* [Supplied material]:

↓

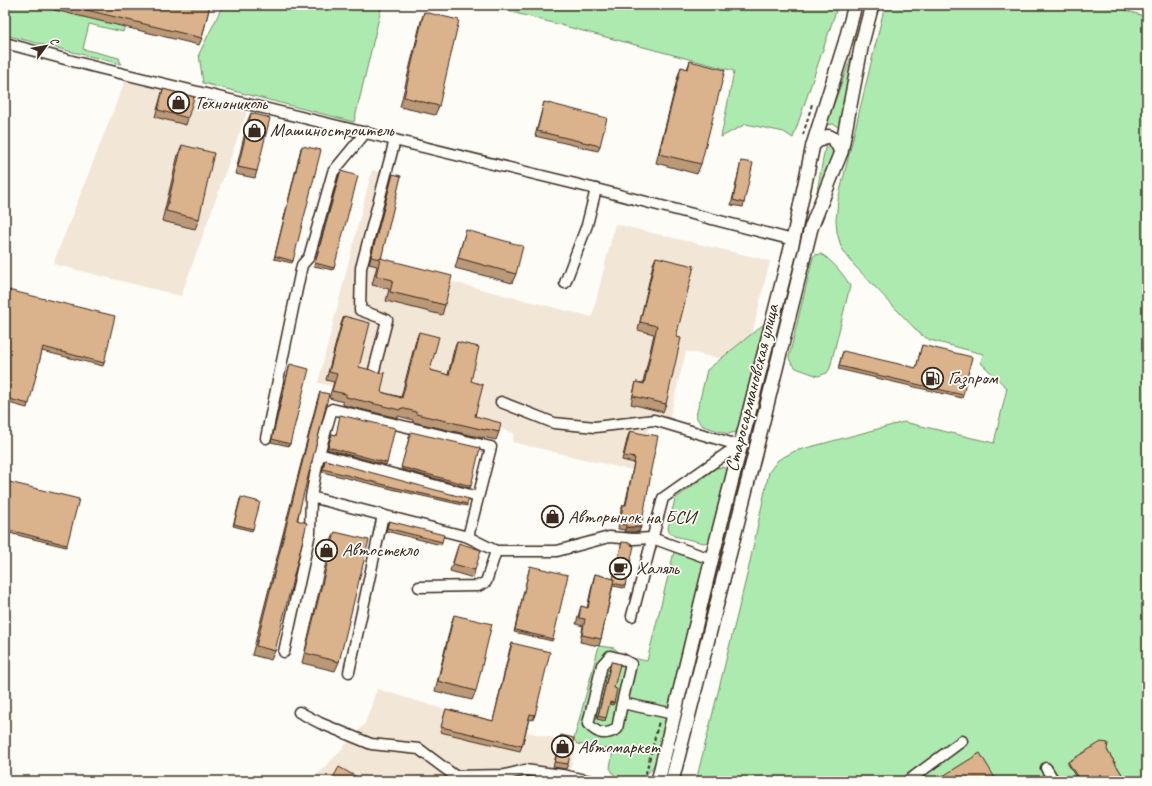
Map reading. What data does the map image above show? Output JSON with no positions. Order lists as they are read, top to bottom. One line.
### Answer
{"streets":{"main road":["Старосармановская улица"]},"places":{"shop":["Технониколь","Машиностроитель","Авторынок на БСИ","Автостекло","Автомаркет"],"fuel station":["Газпром"],"cafe":["Халяль"]},"north":"top right"}
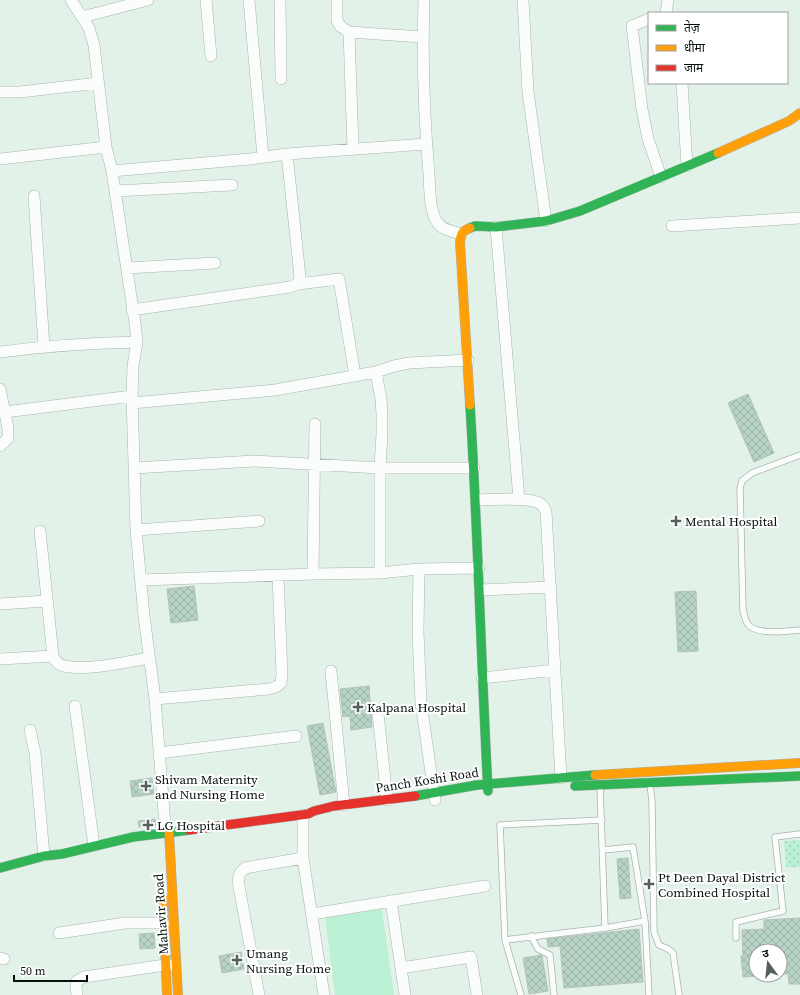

↑

* [About this task]:
Without the images, print all of the lines above exactly.

* [Result of this task]:
Map reading. What data does the map image above show? Output JSON with no positions. Order lists as they are read, top to bottom. One line.
### Answer
{"streets":{"main road":["Старосармановская улица"]},"places":{"shop":["Технониколь","Машиностроитель","Авторынок на БСИ","Автостекло","Автомаркет"],"fuel station":["Газпром"],"cafe":["Халяль"]},"north":"top right"}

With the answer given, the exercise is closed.